It was a long day, the Sunday of Hurricane Irene. We had worried about it all week, and were well prepared.

A crew on Saturday at the tennis club led by Sue Collinson put battens on the windows in the yellow room. The club weathered the storm well with the one problem that a lot of topping was lost on courts three, four and six.

The same story unfolded at the yacht club. Because yacht club activities had concluded a week prior to the storm, the club had already been put to bed. “That certainly helped,” reported president Page Stephens. “We had a little scare with the high tide on Sunday morning, but most of our boats were either hauled or put on moorings. No boats were damaged.”

Dan Hogan and Melissa Banta had a unique problem. They own the “Doll House” on East Chop Drive. According to Dan, their house sits six inches above mean high tide, which makes them vulnerable to a tidal surge. In preparing for the storm, they placed their furniture on saw horses and raised their appliances on blocks of wood. When I checked with them on Monday morning, all was well with the saw horses on the front yard and the furniture back in place.

Our Market prepared for the storm by stocking the shelves. I was interested to learn that liquor sales increase dramatically during such times. I guess it’s a good thing to have around if you lose power. I wouldn’t recommend brushing your teeth with it, but it may help ease the pain of missing the Red Sox game on TV.

Kelly Hess led a crew at the beach club on Thursday to get ready for the storm. They took up the raft, the diving board, the stairs and the ladders connected to the pier. They put away benches and furniture in the utilities room, and lowered hurricane shutters to protect the windows.

Unfortunately, as most people who were here know, the beach club took a direct hit with significant damage being done to the little pier and the big pier by the diving board. It was reassuring to find Kelly, her staff and Reagan Construction putting it all back together on Monday morning.

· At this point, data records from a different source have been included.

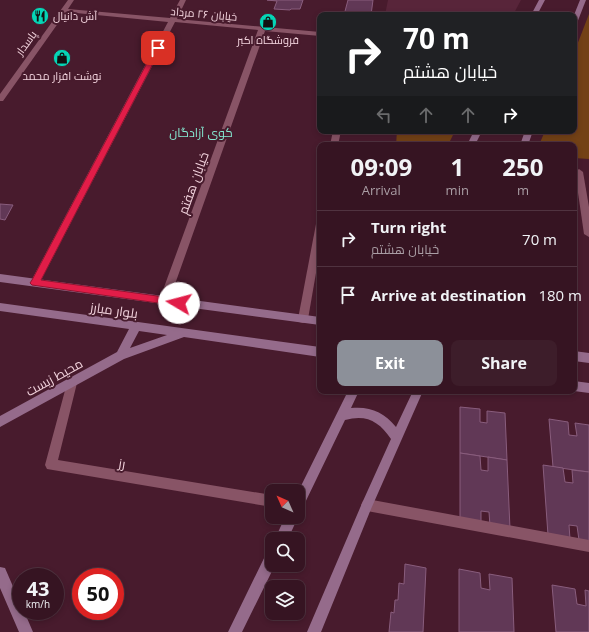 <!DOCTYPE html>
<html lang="en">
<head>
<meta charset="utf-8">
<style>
	:root { --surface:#361422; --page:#3d1d2a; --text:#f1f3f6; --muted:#aa9ea5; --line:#503340; --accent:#8c9099 }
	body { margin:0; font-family:"Open Sans",Cairo,sans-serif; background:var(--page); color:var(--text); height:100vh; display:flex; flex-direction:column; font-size:15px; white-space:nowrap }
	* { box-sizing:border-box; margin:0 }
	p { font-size:13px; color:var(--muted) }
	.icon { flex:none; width:22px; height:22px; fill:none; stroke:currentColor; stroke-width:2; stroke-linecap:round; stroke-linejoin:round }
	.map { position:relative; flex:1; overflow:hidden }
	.side { position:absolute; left:317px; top:142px; width:260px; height:252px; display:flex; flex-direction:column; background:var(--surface); border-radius:8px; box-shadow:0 2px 6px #0003,0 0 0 1px var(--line) }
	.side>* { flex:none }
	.banner { position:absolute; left:317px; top:12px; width:260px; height:122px; border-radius:8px; box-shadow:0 2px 6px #0003,0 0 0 1px var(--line); background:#202124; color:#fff; overflow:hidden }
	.needle { width:26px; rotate:315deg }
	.controls { position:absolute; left:265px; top:484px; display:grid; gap:8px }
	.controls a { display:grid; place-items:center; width:40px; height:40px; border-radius:8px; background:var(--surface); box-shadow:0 2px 6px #0003,0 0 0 1px var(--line); font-size:20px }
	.speed { position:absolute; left:12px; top:568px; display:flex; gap:8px; font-size:20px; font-weight:700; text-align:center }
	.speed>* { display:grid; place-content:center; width:52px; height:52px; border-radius:50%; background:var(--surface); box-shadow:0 2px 6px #0003,0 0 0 1px var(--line); line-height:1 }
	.speed small { font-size:10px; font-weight:400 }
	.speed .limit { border:6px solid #d22; background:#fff; color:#111 }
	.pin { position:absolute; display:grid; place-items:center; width:34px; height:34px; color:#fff; margin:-17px; border-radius:8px; box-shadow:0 2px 6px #0006 }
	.me { position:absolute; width:44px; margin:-22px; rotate:278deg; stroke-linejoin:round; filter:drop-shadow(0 0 3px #0008) }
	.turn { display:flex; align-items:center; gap:14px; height:84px; padding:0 20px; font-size:18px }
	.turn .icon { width:52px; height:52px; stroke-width:2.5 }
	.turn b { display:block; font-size:28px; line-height:34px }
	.lanes { display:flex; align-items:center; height:38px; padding:0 20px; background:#0003; justify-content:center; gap:20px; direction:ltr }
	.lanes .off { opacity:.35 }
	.eta { display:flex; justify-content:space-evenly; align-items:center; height:68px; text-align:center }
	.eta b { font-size:24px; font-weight:700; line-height:28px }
	.button { display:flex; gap:8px; margin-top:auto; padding:8px 20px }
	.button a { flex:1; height:46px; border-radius:8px; background:var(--accent); color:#fff; font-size:16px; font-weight:700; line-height:46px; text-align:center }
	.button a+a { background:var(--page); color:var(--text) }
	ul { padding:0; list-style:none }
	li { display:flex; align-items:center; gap:12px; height:56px; padding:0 20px; border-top:1px solid var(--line) }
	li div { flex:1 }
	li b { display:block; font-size:15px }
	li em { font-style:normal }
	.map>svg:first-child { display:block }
	.built { fill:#58253a }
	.green { fill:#734116 }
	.building { fill:#613856; stroke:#895d7d }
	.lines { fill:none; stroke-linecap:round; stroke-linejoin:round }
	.street { fill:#885466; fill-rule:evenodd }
	.secondary { fill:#956b8b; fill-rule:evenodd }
	.route { fill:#e11d48; stroke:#92132f }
	.labels { text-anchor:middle; stroke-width:4; stroke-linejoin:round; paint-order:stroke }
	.far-street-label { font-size:11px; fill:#f3d4de; stroke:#481b2d }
	.far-poi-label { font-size:11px; fill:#f3d4de; stroke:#481b2d }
	.far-neighbourhood-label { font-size:12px; fill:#85e9d2; stroke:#481b2d }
	.street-label { font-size:13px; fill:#f3d4de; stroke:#481b2d }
</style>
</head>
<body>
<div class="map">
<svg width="589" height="632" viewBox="0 0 589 632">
	<rect width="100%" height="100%" fill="#481b2d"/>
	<polygon class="built" points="388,0 521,0 513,15 385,15"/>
	<g class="green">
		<polygon points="589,14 589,159 574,158 574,145 539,145 545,131 574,131 574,53"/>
		<polygon points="397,131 455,131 448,145 396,145"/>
	</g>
	<g class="building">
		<polygon points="267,0 303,0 300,9 291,9 290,10 274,9 277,1"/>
		<polygon points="348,0 373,0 371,15 344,15"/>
		<polygon points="0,204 13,205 5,220 0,219"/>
		<polygon points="460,407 480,409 480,422 487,423 487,411 505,413 507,460 460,453"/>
		<polygon points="549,419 568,422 569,435 577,436 575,423 589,425 589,472 553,467"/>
		<polygon points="460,453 480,456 481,470 488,471 488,457 507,460 510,529 490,526 489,512 481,511 481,525 460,521"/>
		<polygon points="543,465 563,468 565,482 573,483 572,470 589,472 589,542 579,540 577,526 569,525 570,539 548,535"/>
		<polygon points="405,564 426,568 423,632 389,632 391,612 394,613 395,600 398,600 399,583 404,584"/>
		<polygon points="459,569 480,573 481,588 490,590 489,574 512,578 514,632 459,632"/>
		<polygon points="552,585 575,589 577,604 586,606 585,590 589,591 589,632 556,632"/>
	</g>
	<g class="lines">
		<g class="street">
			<polygon points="68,0 74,0 68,9 170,18 180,0 186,0 177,19 320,32 320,36 265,31 169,301 167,304 161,304 159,301 258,30 175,22 38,286 32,286 30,283 168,22 66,12 3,101 0,101 0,94"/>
			<polygon points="333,131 341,131 338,145 330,145"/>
			<polygon points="579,169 583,172 589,207 589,237 584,234 575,172"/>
			<polygon points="320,221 320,250 308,319 307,322 303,323 299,322 298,319 316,224"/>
			<polygon points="72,378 76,380 77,383 58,460 272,495 272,507 47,469 45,465 67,383 68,380"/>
			<polygon points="367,499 589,540 589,552 367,511 363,509 361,505 363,501"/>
		</g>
		<g class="secondary">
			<polygon points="539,0 545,0 537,15 531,15"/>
			<polygon points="580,0 586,0 577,23 574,25 574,15"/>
			<polygon points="474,131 482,131 475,145 467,145"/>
			<polygon points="525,131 533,131 528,145 520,145"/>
			<polygon points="0,274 320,317 320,325 0,282"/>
			<path d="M0,303L320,347V357L184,337L124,359L0,427V416L117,352L129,329L0,311ZM139,331L167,335L130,348Z"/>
			<polygon points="574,351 589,353 589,363 574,361"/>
			<polygon points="574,381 589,383 589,393 574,391"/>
			<path d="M348,391H359L351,408C370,406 384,412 396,427L413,391H423L371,509L321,632H307L363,501L391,439C379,421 366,414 345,420L302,509L298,511V492Z"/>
			<polygon points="285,517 298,517 288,539 275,539"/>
			<polygon points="272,551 272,565 275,565 242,632 228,632 267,552"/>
			<polygon points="0,567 5,568 21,605 21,611 24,611 33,632 19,632 0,588"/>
		</g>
	</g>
	<polygon class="route" points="158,46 161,48 41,280 179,299 183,300 184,303 183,305 179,306 32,285 30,283 32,280 155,48"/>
	<defs>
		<symbol id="restaurant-disc" viewBox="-11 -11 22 22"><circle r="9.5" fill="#05d5b6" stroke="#481b2d"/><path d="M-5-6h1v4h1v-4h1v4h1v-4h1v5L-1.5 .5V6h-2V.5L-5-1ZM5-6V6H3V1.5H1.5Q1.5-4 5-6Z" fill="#111"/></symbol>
		<symbol id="shop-disc" viewBox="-11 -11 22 22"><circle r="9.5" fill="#05d5b6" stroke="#481b2d"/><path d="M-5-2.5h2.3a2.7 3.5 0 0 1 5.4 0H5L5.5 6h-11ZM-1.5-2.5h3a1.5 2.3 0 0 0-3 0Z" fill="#111"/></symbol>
	</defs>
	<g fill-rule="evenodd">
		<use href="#restaurant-disc" x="30" y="6" width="20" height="20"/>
		<use href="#shop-disc" x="258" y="12" width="20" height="20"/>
		<use href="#shop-disc" x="52" y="48" width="20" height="20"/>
	</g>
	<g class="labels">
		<g class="far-street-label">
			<text transform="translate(204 14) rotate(5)" y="4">خیابان ۲۶ مرداد</text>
			<text transform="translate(26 43) rotate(-54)" y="4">پاسدار</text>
		</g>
		<g class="far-poi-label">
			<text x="53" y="20" text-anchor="start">آش دانیال</text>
			<text x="268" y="44">فروشگاه اکبر</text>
			<text x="62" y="80">نوشت افزار محمد</text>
		</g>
		<g class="far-neighbourhood-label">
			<text x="201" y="137">کوی آزادگان</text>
		</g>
		<g class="street-label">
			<text transform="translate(193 183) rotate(-70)" y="5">خیابان هفتم</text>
			<text transform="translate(114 310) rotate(8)" y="5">بلوار مبارز</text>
			<text transform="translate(54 377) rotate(-29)" y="5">محیط زیست</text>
			<text transform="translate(122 463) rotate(9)" y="5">رز</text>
		</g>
	</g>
</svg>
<div class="controls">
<a><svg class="needle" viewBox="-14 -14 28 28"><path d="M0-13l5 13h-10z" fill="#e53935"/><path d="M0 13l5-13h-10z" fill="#aa9ea5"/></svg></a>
<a><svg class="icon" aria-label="search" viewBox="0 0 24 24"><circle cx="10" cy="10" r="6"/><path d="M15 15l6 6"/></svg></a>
<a><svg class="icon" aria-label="layers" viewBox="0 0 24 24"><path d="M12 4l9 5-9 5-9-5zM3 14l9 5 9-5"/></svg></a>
</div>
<div class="speed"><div>43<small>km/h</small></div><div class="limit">50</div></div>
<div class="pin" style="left:158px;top:48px;background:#d93025"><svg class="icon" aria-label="arrive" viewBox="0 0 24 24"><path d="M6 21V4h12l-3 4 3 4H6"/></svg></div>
<svg class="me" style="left:179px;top:303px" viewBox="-20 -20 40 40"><circle r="19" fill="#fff"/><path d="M0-13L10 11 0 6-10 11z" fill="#e11d48"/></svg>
<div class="banner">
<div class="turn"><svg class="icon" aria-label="right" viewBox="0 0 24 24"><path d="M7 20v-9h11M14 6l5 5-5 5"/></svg><div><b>70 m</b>خیابان هشتم</div></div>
<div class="lanes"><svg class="icon off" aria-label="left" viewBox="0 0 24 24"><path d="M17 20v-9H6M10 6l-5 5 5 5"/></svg><svg class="icon off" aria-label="ahead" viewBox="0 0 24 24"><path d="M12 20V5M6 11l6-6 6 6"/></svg><svg class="icon off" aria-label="ahead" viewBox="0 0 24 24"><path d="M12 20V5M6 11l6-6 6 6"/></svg><svg class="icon" aria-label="right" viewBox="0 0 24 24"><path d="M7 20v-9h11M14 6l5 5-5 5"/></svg></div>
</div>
<section class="side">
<div class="eta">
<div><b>09:09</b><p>Arrival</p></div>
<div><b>1</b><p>min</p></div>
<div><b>250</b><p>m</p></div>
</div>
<ul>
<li><svg class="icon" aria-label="right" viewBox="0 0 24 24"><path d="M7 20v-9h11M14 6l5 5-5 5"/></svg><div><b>Turn right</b><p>خیابان هشتم</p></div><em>70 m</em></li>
<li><svg class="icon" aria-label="arrive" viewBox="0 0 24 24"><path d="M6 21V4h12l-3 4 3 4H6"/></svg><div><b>Arrive at destination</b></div><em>180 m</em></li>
</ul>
<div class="button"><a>Exit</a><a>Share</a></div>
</section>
</div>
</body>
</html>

When all is said and done, I think we can conclude that the Chop weathered the storm well. There was even a silver lining. Between 9 and 11 a.m. on Sunday, six inches of new sand was added to the beach at the beach club. On Monday morning several East Choppers were combing the beach for sea glass. As I gathered my notebook and prepared to return home, I looked across the beach toward Oak Bluffs. Amazingly, the osprey nest was fully intact. Those birds build remarkable structures, I thought. Maybe we should give them some of this stimulus money.